── Source information

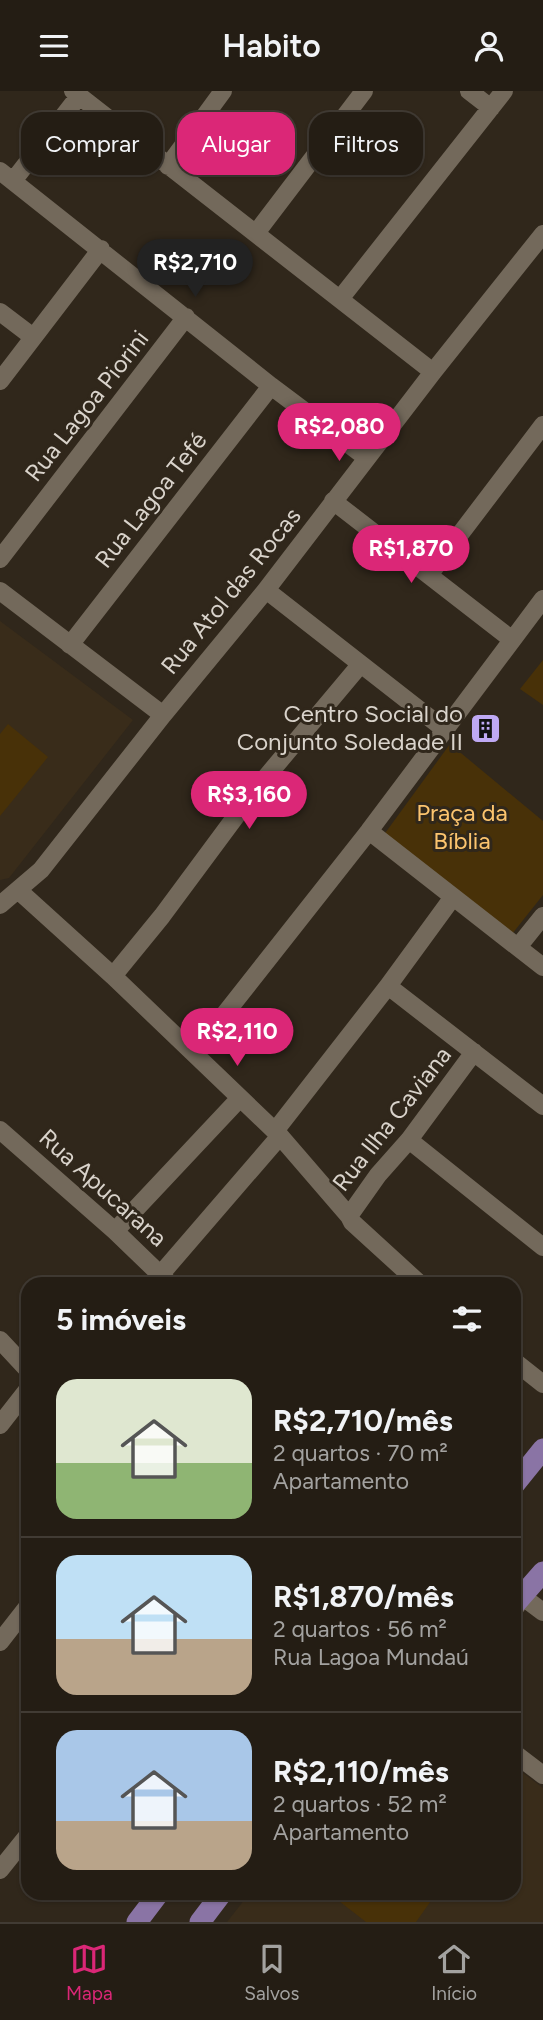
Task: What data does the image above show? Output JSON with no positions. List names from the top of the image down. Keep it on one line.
{"streets":{"street":["Rua Lagoa Piorini","Rua Lagoa Tefé","Rua Atol das Rocas","Rua Ilha Caviana","Rua Apucarana"]},"parks":["Praça da Bíblia"],"places":{"building":["Centro Social do Conjunto Soledade II"]},"page":{"header":"Habito","chip":["Comprar","Alugar","Filtros"],"price":["R$2,710","R$2,080","R$1,870","R$3,160","R$2,110"],"heading":"5 imóveis","list":[{"name":"R$2,710/mês","note":"2 quartos · 70 m² · Apartamento"},{"name":"R$1,870/mês","note":"2 quartos · 56 m² · Rua Lagoa Mundaú"},{"name":"R$2,110/mês","note":"2 quartos · 52 m² · Apartamento"}],"tabs":["Mapa","Salvos","Início"]}}
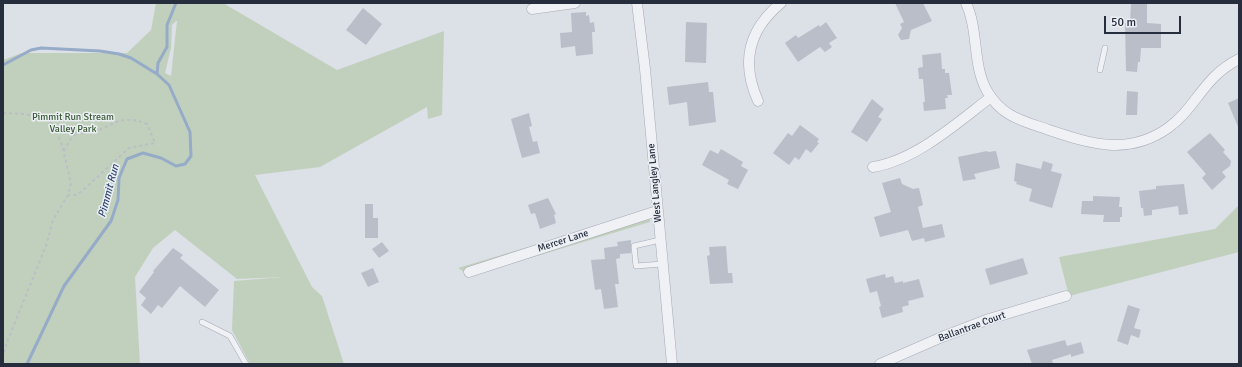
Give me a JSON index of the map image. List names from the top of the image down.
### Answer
{
  "streets": {
    "street": ["West Langley Lane", "Mercer Lane", "Ballantrae Court"]
  },
  "crossings": [
    ["West Langley Lane", "Mercer Lane"]
  ],
  "water": ["Pimmit Run"],
  "parks": ["Pimmit Run Stream Valley Park"],
  "scale_bar": "50 m"
}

────

Only the text of the records belongs in the answer; reproduce it verbatim, with no pictures.

# Response
Task: What data does the image above show? Output JSON with no positions. List names from the top of the image down. Keep it on one line.
{"streets":{"street":["Rua Lagoa Piorini","Rua Lagoa Tefé","Rua Atol das Rocas","Rua Ilha Caviana","Rua Apucarana"]},"parks":["Praça da Bíblia"],"places":{"building":["Centro Social do Conjunto Soledade II"]},"page":{"header":"Habito","chip":["Comprar","Alugar","Filtros"],"price":["R$2,710","R$2,080","R$1,870","R$3,160","R$2,110"],"heading":"5 imóveis","list":[{"name":"R$2,710/mês","note":"2 quartos · 70 m² · Apartamento"},{"name":"R$1,870/mês","note":"2 quartos · 56 m² · Rua Lagoa Mundaú"},{"name":"R$2,110/mês","note":"2 quartos · 52 m² · Apartamento"}],"tabs":["Mapa","Salvos","Início"]}}
Give me a JSON index of the map image. List names from the top of the image down.
### Answer
{
  "streets": {
    "street": ["West Langley Lane", "Mercer Lane", "Ballantrae Court"]
  },
  "crossings": [
    ["West Langley Lane", "Mercer Lane"]
  ],
  "water": ["Pimmit Run"],
  "parks": ["Pimmit Run Stream Valley Park"],
  "scale_bar": "50 m"
}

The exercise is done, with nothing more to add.